The jangling, atmospheric instrumental for a smoky night in at the local saloon, “Dessau Rag,” appears toward the end of the album, but its vibe sunk in straight from the beginning. Mostly light jazz mixed with some singer-songwriter stories, The Sparrow is an easy, if odd for these times, pill to swallow. Milne winds his voice around each number, pulling into falsettos to add drama to “Lick Your Wounds,” delving into a hypnotic monotone for the chanting “Early Kneecapping,” and adding a little off-kilter lilt to the bump-a-long, unhinged nursery rhyme, “The Listening Times.”
The album’s two most interesting songs, opener “Traveling Shoes” and “The 03,” twist together, telling a single story of a young man worn out by “a town of perfect isolation,” first leaving, then returning in a sordid shuffle some call the circle. Even in its distaste and melancholy, “Traveling Shoes” is the kind to make you drag yours' across the floor, a song so easy to sashay to, it’s almost second nature. Exotic yet familiar, it plays like a ballroom number you didn’t know you wanted.
“The 03,” on the other hand, sounds more modern, a timeless “tail between my legs” tale that speaks to failure even as the melody shoots smooth and carefree. It’s way too happy for its own lyrics, a spiral that pretends to be a straight line, getting downright holy with its sighing euphoria during the breakdown.

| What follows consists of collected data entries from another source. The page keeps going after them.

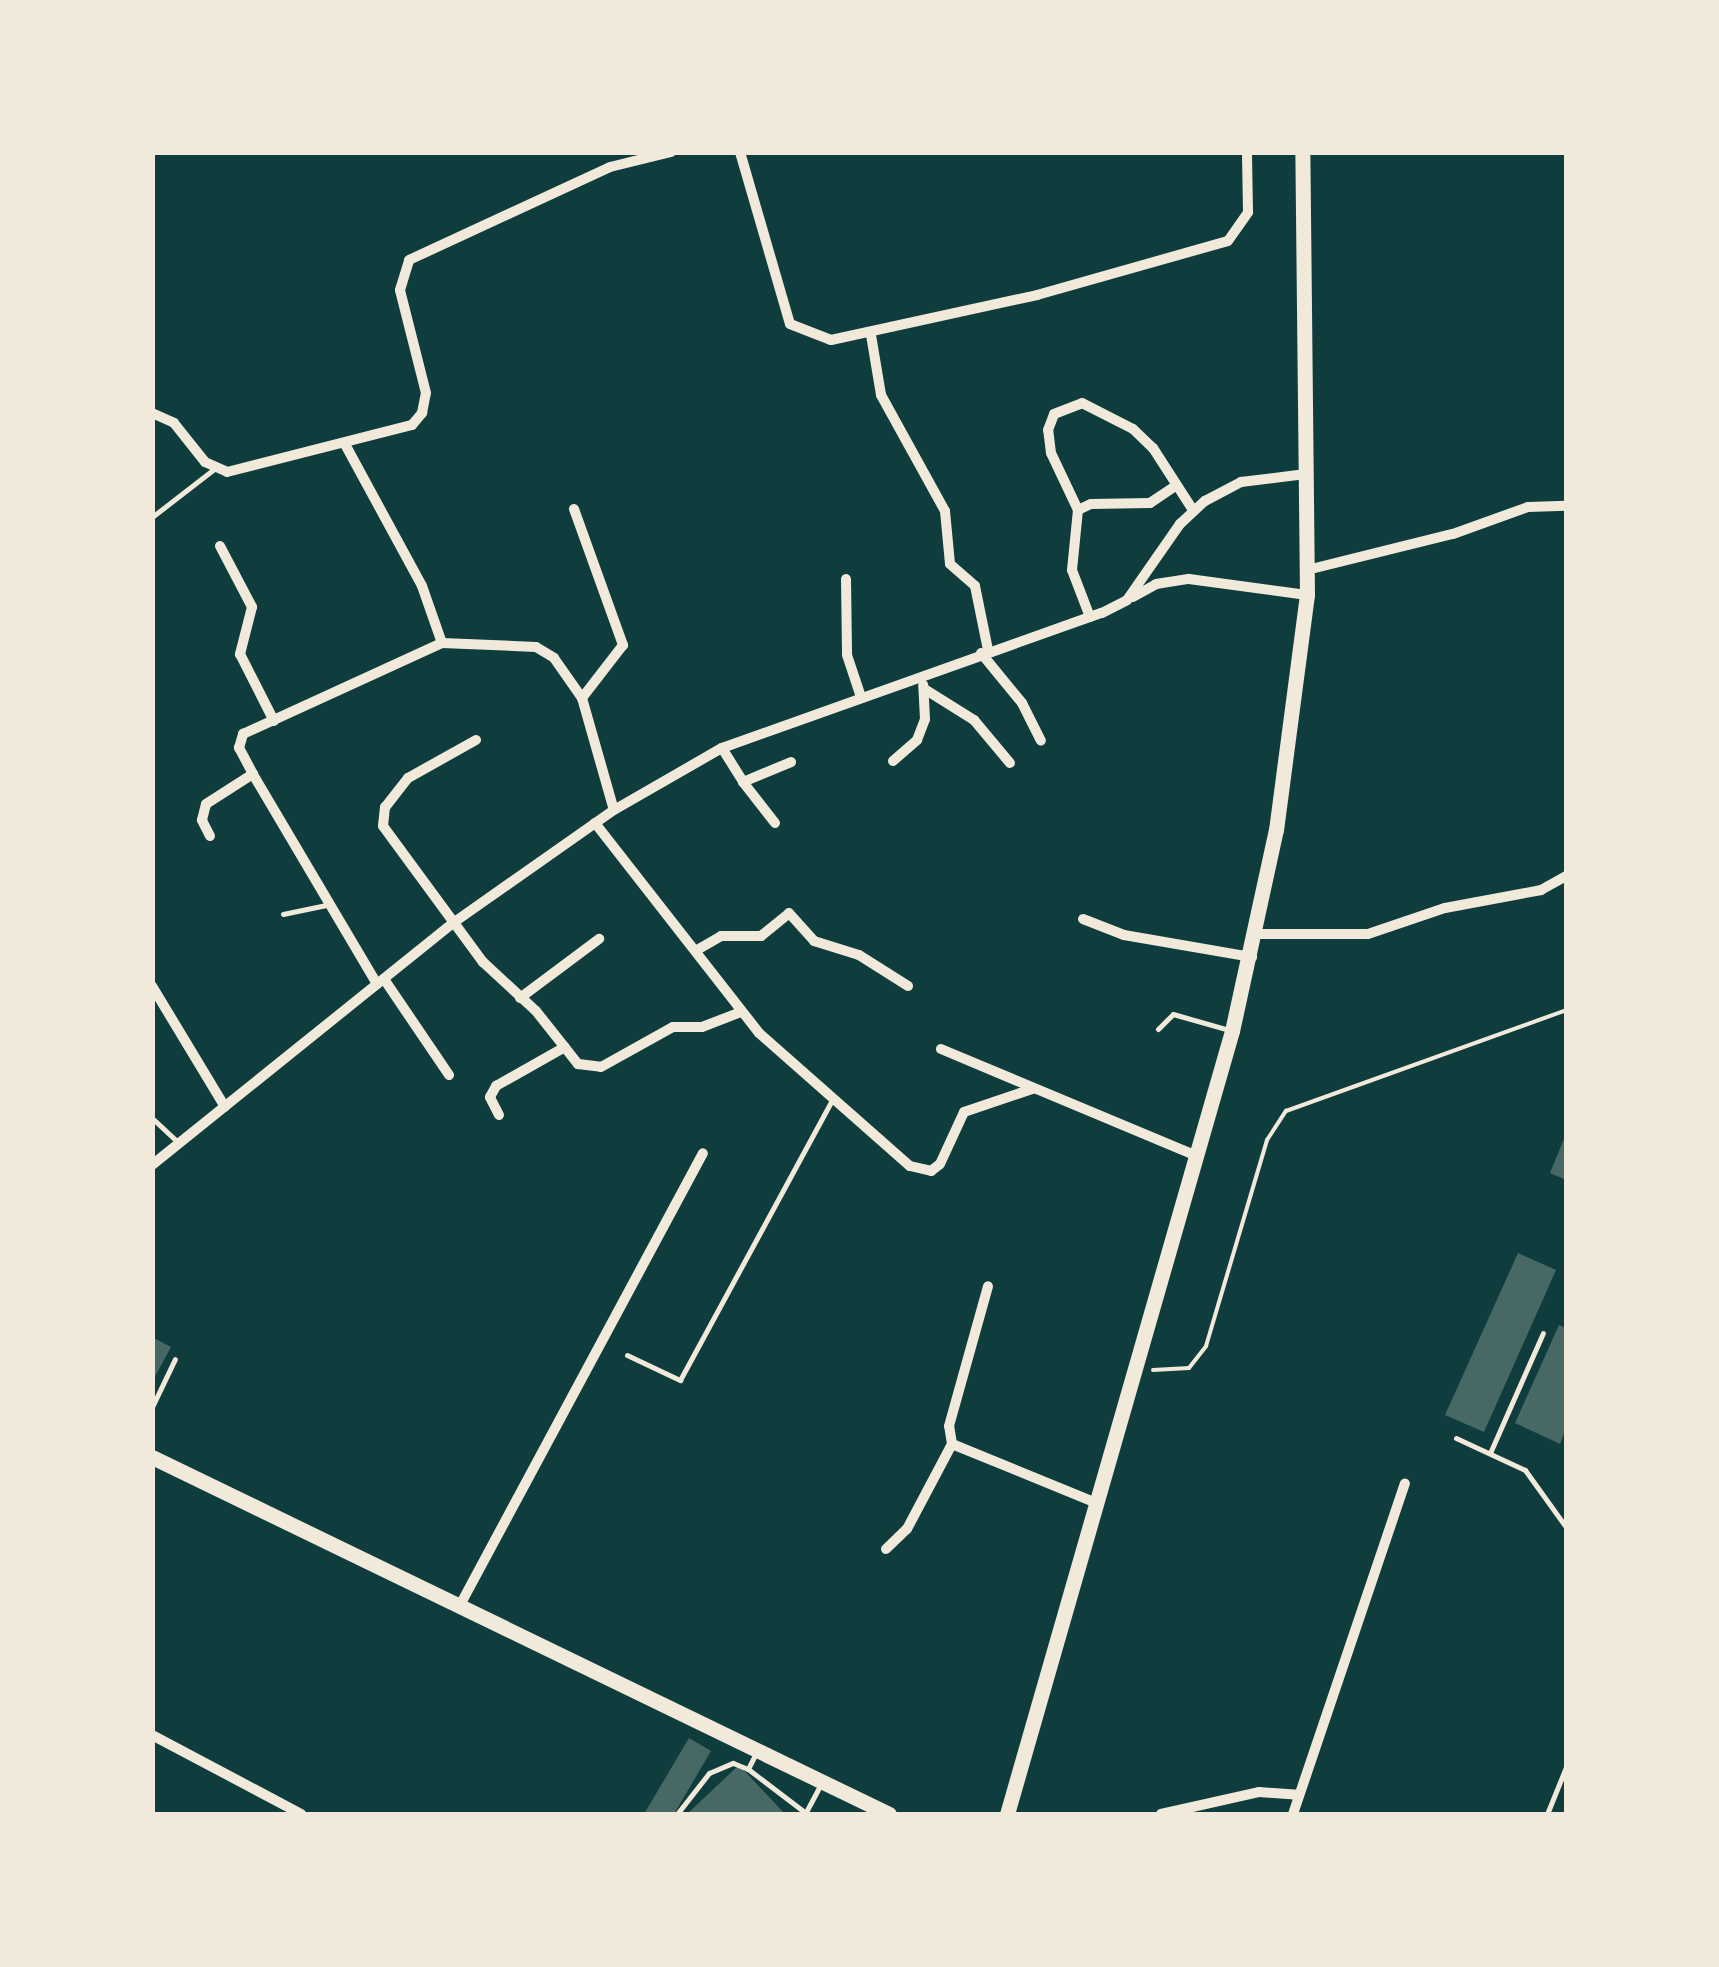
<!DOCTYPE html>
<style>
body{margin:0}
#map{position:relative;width:1719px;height:1967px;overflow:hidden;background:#0f3d3e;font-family:Spectral,serif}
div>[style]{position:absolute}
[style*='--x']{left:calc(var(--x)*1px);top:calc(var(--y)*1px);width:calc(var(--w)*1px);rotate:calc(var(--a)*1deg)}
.building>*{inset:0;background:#486865}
.path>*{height:4px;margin:-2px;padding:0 2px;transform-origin:2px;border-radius:2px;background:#f1e9da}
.service>*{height:5px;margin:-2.5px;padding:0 2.5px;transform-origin:2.5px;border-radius:2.5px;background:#f1e9da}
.minor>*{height:10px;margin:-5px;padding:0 5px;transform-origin:5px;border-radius:5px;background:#f1e9da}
.secondary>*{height:15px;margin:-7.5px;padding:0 7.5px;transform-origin:7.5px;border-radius:7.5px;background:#f1e9da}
span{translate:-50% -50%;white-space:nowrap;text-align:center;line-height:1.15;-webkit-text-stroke:8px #f1e9da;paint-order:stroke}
.frame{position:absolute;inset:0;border:155px solid #f1e9da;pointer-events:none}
</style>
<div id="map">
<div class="building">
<div style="clip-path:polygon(1566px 1134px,1566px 1180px,1550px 1173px)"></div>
<div style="clip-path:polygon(1518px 1253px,1556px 1270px,1484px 1432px,1445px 1415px)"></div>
<div style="clip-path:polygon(1559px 1325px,1566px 1328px,1566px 1428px,1560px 1444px,1515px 1423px)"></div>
<div style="clip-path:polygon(152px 1337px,171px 1347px,152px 1382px)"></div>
<div style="clip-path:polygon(689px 1738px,711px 1751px,674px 1814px,644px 1814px)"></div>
<div style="clip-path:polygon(739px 1765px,785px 1814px,687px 1814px)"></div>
</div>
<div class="path">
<div style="--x:1153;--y:1370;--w:36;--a:-3"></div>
<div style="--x:1189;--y:1368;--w:28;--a:-52"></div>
<div style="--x:1206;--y:1346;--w:215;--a:-73.5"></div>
<div style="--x:1267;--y:1140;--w:35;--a:-57"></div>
<div style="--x:1286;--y:1111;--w:298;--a:-19.8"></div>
</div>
<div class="service">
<div style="--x:152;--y:517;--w:78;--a:-37.7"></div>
<div style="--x:283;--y:914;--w:49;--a:-11.8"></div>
<div style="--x:1158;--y:1029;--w:21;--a:-45"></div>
<div style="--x:1173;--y:1014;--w:58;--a:15.9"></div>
<div style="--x:152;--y:1118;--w:35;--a:43"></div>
<div style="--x:627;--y:1355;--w:59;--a:25.3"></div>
<div style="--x:680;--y:1380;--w:316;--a:-61.5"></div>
<div style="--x:152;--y:1407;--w:53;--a:-64.4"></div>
<div style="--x:1456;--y:1438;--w:76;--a:24.9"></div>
<div style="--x:1525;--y:1470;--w:70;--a:54.3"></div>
<div style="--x:1490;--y:1453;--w:131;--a:-66.2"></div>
<div style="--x:756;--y:1753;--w:18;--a:117"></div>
<div style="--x:748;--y:1769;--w:73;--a:37.2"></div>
<div style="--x:806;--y:1812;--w:32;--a:-62"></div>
<div style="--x:677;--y:1814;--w:52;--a:-52"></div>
<div style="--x:709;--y:1773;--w:26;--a:-23"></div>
<div style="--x:733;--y:1763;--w:16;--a:22"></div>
<div style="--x:1547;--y:1814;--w:51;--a:-68"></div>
</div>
<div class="minor">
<div style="--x:740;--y:152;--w:179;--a:73.8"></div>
<div style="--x:790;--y:324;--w:44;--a:21.3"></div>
<div style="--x:831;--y:340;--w:211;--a:-12.3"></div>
<div style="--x:1037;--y:295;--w:198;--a:-15.8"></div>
<div style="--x:1228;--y:241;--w:35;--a:-55"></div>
<div style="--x:1248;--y:212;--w:60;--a:-91"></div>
<div style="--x:871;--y:335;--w:61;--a:80.5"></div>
<div style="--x:881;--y:395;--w:132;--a:61.1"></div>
<div style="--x:945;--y:511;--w:53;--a:84.6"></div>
<div style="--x:950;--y:564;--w:33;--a:41"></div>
<div style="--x:975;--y:586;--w:65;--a:78.5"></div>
<div style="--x:152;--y:413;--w:24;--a:24"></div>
<div style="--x:174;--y:423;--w:50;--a:51.5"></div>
<div style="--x:205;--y:462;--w:24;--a:24"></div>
<div style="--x:227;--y:472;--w:191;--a:-14.3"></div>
<div style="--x:412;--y:425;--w:16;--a:-50"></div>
<div style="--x:422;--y:413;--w:20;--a:-79"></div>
<div style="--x:426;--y:393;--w:106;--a:-104.2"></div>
<div style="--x:400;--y:290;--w:31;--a:-73"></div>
<div style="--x:409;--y:260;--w:221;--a:-24.8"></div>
<div style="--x:610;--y:167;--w:63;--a:-13.8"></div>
<div style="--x:346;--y:446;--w:159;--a:61.5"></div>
<div style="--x:422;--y:586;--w:60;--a:70.7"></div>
<div style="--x:574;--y:509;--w:145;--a:70.2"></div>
<div style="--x:623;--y:645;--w:67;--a:127.7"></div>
<div style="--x:1078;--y:510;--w:14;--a:-25"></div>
<div style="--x:1091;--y:504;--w:59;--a:-1"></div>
<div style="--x:1150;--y:503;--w:29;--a:-34"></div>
<div style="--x:220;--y:546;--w:69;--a:62.3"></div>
<div style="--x:252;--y:607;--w:49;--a:104.3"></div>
<div style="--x:240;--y:654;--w:75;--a:63.1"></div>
<div style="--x:1307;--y:570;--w:150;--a:-13.9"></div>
<div style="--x:1453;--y:534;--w:80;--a:-19.8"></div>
<div style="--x:1528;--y:507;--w:38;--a:-2"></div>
<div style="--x:846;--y:579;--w:76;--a:89.2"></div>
<div style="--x:847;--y:655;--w:41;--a:71.6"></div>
<div style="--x:1133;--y:597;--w:26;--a:-29"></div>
<div style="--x:1156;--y:584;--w:33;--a:-9"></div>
<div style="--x:1189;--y:579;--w:119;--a:7.7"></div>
<div style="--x:1090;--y:617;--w:50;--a:-111"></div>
<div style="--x:1072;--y:570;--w:60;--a:-84.3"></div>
<div style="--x:1078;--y:510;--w:63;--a:-115.3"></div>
<div style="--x:1051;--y:453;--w:23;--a:-97"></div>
<div style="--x:1048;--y:430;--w:17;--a:-69"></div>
<div style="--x:1054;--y:414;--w:30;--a:-21"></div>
<div style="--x:1082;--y:403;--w:57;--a:27"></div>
<div style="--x:1133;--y:429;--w:28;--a:44"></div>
<div style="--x:1153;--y:448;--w:74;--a:57.2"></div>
<div style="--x:981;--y:653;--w:65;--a:50.6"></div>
<div style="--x:1022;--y:703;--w:42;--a:63.4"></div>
<div style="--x:926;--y:690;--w:57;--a:32"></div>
<div style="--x:974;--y:720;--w:56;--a:50.1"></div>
<div style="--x:476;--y:740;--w:78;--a:150.8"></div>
<div style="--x:408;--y:778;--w:37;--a:128"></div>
<div style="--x:385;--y:807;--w:19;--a:96"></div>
<div style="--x:383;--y:826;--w:169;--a:53.7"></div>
<div style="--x:483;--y:962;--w:72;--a:42.8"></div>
<div style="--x:536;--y:1011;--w:68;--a:51.6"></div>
<div style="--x:578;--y:1064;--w:23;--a:7"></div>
<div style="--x:601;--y:1067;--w:82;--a:-29.1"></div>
<div style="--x:673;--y:1027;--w:29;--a:0"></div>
<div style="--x:702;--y:1027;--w:42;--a:-21"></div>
<div style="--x:722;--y:748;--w:40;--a:58"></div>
<div style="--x:743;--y:782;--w:52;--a:-22.6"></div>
<div style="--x:893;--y:761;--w:32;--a:-41"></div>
<div style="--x:917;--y:740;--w:22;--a:-69"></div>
<div style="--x:925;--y:719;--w:34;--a:-93"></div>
<div style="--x:743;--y:782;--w:52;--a:52"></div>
<div style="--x:595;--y:823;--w:266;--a:52"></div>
<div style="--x:759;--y:1033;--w:201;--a:41.4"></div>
<div style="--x:910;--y:1166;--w:22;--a:13"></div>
<div style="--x:931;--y:1171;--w:11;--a:-38"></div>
<div style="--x:940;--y:1164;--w:57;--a:-65.2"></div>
<div style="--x:964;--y:1112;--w:72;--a:-18.7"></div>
<div style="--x:210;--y:836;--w:18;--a:-117"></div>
<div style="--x:202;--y:820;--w:16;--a:-76"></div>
<div style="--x:206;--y:804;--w:56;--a:-32.6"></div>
<div style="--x:1083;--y:919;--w:44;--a:21.3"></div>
<div style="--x:1124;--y:935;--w:130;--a:9.8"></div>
<div style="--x:1257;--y:934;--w:111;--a:0"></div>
<div style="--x:1368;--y:934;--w:81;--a:-18.7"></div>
<div style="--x:1445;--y:908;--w:98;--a:-10.6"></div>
<div style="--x:1541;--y:890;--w:29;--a:-29"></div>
<div style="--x:697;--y:950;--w:28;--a:-30"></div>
<div style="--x:721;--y:936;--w:40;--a:0"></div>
<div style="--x:761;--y:936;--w:36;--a:-39"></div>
<div style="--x:789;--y:913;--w:38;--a:48"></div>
<div style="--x:814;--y:941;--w:47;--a:17.3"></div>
<div style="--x:859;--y:955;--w:58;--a:32.3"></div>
<div style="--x:384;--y:979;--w:116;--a:55.9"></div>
<div style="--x:377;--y:984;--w:244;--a:-120.6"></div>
<div style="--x:253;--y:774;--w:30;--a:-118"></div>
<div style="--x:239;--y:748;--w:15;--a:-74"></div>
<div style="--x:243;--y:734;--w:219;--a:-24.6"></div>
<div style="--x:442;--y:643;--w:94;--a:2.4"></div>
<div style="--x:536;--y:647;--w:21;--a:31"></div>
<div style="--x:554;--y:658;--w:49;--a:55"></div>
<div style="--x:582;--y:698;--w:116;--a:74.1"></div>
<div style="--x:152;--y:986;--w:141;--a:58.9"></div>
<div style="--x:520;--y:998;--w:99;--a:-36.8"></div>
<div style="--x:941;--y:1049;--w:277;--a:22.7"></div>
<div style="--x:499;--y:1115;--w:20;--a:-117"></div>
<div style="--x:490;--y:1097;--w:13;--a:-61"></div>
<div style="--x:496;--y:1086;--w:79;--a:-29.5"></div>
<div style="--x:152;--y:1165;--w:386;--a:-38.8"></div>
<div style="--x:453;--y:923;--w:197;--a:-35.1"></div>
<div style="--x:614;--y:810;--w:125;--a:-29.9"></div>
<div style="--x:722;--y:748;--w:403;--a:-19.6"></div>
<div style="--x:1102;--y:613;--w:28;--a:-27"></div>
<div style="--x:1127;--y:600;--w:93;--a:-55.1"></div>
<div style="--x:1180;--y:524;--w:34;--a:-43"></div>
<div style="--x:1205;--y:501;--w:41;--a:-27.8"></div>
<div style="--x:1241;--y:482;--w:65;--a:-7"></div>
<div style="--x:952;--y:1444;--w:153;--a:22.2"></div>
<div style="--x:886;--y:1549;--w:29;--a:-44"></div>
<div style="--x:907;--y:1529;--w:96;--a:-62.1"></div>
<div style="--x:952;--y:1444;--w:18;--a:-99"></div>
<div style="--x:949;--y:1426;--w:145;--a:-74.4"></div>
<div style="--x:459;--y:1607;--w:515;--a:-61.74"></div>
<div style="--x:152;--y:1735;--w:169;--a:27.9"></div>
<div style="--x:1161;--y:1814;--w:100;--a:-12.7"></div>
<div style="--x:1259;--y:1792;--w:39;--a:4"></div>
<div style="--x:1293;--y:1814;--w:349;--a:-71.3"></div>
</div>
<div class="secondary">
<div style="--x:152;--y:1457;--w:819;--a:25.85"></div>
<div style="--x:1007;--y:1814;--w:815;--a:-73.97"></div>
<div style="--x:1232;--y:1031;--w:206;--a:-77.7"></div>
<div style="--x:1276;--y:830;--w:237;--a:-82.5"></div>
<div style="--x:1307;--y:595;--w:443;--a:-90.6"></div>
</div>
<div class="frame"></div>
</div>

It’s that sort of smoothed-out style that keeps the wrinkles from mattering much in The Sparrow. Though the lyrics may be deep or interesting, the delivery keeps most things on the surface level – the kind of small talk you could expect to encounter in a club, romanticized. Sleepy, sweet, a little mopey, The Sparrow will slow down your blood stream faster than a gin fizz, and with just as much style.